Le fameux concert du fameux Hubert-Félix Thiéfaine.

Pour ceux qui me suivent depuis l'époque de mon ancien blog, vous n'êtes pas sans savoir que je voue un quasi-culte à Hubert-Félix Thiéfaine et à ses morceaux tantôt agressifs, tantôt mélancoliques, souvent teintés d'humour noir ou déjanté. Cela faisait désormais presque cinq ans que je souhaitais assister à une de ses représentations sur scène, bavant devant les nombreux extraits de concerts que j'avais pu en voir, me faisant la réflexion que ça devait quand même bien déchirer en direct. Et puis, le 26 décembre dernier, j'ai appris un peu par hasard qu'il se produisait à Tours, au Vinci, pour la sortie de son nouvel album Stratégie de l'inespoir. Ni une ni deux, j'ai réservé ma place au sixième rang pour le 11 octobre. C'est donc avec le plus grand enthousiasme qu'hier soir, je m'y suis rendue, toute surexcitée de réaliser enfin ce rêve de longue haleine.

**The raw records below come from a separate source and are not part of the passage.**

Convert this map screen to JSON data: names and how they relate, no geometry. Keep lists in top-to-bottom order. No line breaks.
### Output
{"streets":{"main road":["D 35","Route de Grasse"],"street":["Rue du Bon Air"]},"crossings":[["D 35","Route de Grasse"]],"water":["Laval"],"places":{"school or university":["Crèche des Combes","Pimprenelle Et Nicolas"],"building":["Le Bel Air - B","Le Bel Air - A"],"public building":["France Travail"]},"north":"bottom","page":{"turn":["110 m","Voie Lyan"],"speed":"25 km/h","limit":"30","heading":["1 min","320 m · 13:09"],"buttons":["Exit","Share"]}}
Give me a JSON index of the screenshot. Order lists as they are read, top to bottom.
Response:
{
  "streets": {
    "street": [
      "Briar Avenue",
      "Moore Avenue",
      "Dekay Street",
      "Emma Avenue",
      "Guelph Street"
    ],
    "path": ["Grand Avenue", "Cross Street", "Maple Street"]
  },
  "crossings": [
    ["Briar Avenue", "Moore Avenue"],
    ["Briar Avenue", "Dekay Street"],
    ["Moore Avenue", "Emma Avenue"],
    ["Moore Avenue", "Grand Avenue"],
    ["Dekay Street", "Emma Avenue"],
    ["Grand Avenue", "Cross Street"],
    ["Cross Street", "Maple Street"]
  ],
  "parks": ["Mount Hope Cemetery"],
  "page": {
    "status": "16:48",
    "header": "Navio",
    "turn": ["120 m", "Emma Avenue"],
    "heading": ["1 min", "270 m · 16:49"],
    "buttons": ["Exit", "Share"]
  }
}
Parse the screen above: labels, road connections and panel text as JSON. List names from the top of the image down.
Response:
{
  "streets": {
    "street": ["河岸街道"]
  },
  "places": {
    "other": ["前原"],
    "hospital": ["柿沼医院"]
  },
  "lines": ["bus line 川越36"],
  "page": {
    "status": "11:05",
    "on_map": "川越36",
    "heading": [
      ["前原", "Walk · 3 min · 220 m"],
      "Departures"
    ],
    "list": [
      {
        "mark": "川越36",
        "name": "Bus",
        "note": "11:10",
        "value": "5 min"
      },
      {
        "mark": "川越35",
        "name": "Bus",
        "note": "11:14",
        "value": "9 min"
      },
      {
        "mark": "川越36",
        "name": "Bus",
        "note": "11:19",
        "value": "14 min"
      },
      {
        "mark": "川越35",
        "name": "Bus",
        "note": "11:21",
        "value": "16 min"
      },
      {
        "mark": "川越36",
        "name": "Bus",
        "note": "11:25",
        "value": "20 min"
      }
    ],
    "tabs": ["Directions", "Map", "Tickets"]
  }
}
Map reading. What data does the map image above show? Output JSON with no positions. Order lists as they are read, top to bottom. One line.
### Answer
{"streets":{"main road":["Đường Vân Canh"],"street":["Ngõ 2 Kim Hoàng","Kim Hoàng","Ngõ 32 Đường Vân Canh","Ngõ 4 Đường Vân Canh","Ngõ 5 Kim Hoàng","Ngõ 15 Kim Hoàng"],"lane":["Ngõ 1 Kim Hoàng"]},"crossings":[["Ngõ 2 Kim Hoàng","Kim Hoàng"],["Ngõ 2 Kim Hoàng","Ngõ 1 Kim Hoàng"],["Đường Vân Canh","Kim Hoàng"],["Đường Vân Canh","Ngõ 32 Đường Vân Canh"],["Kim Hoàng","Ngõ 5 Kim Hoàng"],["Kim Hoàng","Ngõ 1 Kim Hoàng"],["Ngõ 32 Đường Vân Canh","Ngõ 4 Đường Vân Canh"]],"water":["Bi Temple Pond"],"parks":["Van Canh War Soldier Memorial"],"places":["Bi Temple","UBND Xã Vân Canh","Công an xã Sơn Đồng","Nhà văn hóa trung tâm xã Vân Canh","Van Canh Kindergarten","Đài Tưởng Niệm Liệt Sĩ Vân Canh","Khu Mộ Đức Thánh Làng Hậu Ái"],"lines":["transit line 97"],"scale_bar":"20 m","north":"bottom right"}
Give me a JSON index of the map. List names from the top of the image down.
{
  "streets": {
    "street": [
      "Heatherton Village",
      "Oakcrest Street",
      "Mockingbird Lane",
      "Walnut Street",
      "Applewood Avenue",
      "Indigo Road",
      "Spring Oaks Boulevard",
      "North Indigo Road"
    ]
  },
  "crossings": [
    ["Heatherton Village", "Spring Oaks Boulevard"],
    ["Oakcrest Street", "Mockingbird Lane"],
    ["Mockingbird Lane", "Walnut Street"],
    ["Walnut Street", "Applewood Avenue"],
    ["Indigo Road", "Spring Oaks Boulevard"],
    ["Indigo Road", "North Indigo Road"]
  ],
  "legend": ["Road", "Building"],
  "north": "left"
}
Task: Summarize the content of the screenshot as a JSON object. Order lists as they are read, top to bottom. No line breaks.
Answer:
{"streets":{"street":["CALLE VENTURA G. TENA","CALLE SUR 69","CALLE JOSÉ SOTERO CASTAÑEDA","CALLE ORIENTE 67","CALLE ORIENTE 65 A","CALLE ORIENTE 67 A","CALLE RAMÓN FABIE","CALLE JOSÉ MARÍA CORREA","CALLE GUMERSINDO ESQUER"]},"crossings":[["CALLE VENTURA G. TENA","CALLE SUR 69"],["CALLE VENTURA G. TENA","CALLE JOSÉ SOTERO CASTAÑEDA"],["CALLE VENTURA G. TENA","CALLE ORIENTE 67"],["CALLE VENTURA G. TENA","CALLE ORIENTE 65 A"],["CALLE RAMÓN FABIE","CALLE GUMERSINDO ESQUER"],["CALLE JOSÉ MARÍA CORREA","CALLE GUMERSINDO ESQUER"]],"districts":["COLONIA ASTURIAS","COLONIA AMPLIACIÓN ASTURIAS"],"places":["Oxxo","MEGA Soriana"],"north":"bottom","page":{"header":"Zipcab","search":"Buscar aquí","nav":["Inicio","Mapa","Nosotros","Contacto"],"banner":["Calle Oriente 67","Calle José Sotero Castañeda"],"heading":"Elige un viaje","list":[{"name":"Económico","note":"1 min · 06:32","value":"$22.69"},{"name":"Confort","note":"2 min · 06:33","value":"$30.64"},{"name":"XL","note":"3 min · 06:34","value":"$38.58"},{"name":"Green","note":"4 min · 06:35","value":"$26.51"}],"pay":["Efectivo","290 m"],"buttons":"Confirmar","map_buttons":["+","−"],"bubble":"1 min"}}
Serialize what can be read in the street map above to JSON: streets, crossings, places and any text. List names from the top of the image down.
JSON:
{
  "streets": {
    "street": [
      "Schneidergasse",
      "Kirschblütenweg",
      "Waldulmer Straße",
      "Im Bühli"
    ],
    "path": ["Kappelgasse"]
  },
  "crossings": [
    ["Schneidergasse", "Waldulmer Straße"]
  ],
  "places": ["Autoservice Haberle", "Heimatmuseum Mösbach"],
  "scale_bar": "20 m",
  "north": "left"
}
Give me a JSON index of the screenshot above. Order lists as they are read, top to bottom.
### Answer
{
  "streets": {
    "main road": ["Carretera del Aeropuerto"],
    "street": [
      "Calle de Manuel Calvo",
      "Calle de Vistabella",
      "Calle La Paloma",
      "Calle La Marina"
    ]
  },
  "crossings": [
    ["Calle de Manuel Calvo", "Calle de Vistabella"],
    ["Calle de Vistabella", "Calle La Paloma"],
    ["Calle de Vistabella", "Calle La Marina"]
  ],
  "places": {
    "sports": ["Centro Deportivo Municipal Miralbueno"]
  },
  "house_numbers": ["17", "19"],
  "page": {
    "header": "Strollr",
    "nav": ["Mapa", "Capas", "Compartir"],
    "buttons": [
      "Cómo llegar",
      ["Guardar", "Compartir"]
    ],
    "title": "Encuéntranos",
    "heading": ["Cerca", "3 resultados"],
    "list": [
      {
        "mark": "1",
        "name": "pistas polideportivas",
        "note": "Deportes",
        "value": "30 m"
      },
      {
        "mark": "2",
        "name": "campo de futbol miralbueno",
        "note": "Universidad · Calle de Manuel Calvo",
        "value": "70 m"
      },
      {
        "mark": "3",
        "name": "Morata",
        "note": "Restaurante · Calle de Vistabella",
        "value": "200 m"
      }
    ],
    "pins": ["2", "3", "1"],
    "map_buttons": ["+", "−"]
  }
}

Je disais ailleurs l'autre jour que je m'intéressais clairement à la scène masculine française (enfin, pas n'importe laquelle non plus), et j'admets tout à fait que ce soit mon truc. J'ai découvert Thiéfaine un peu par hasard, sur l'auto-radio d'une gentille dame qui m'avait prise en stop alors que je partais de chez mes parents de manière plus ou moins anarchique ; je m'étais renseignée sur l'artiste dès mon retour chez moi deux jours après. Par la suite, j'avais découvert assez rapidement la totalité de ses albums, que j'ai rapidement pris le pli d'écouter en boucle jusqu'à m'imprégner de la mélodie ou des textes avec précision. Connaître par coeur la moitié du répertoire s'est d'ailleurs avéré bien utile durant ce concert particulièrement animé.


Cette soirée m'a donc confirmé, si besoin en était, que j'aime énormément Thiéfaine. Il est très agréable de voir la scène représentée autrement que par le prix du billet et un déroulement orchestré au millimètre près. Oui, ceci est une remarque parfaitement généraliste, mais citez-moi plus de cinq artistes qui n'hésitent pas à être parfois dans l'improvisation totale et qui proposent autant de chansons supplémentaires que le public le demande. Vraiment ça fait du bien, vous n'avez pas idée. A ce propos, mention spéciale au manque d'amabilité du personnel du Vinci, m'ayant contrainte de céder mon appareil photo à la consigne sans même un "bonsoir", "s'il vous plaît" ou "bonne soirée" (eh oui, il faut croire que le palais des congrès ne leur refait pas leur éducation) ; sans oublier les vigiles qui rabrouaient systématiquement les spectateurs qui s'agitaient un peu trop sur leur siège au début du spectacle. Tout ceci m'avait passablement enragée et menaçait même de me gâcher un peu le plaisir, mais c'était sans compter sur Thiéfaine lui-même qui, au bout d'un quart d'heure, a demandé à toute la salle de se lever et de chauffer davantage l'ambiance. Et c'est ainsi que j'ai passé la totalité du concert accoudée sur le devant de la scène, juste à côté des enceintes. Autant dire que c'était une vraie tuerie, y compris pour mes oreilles et mes cordes vocales, qui ont été un peu mal en point ce lundi.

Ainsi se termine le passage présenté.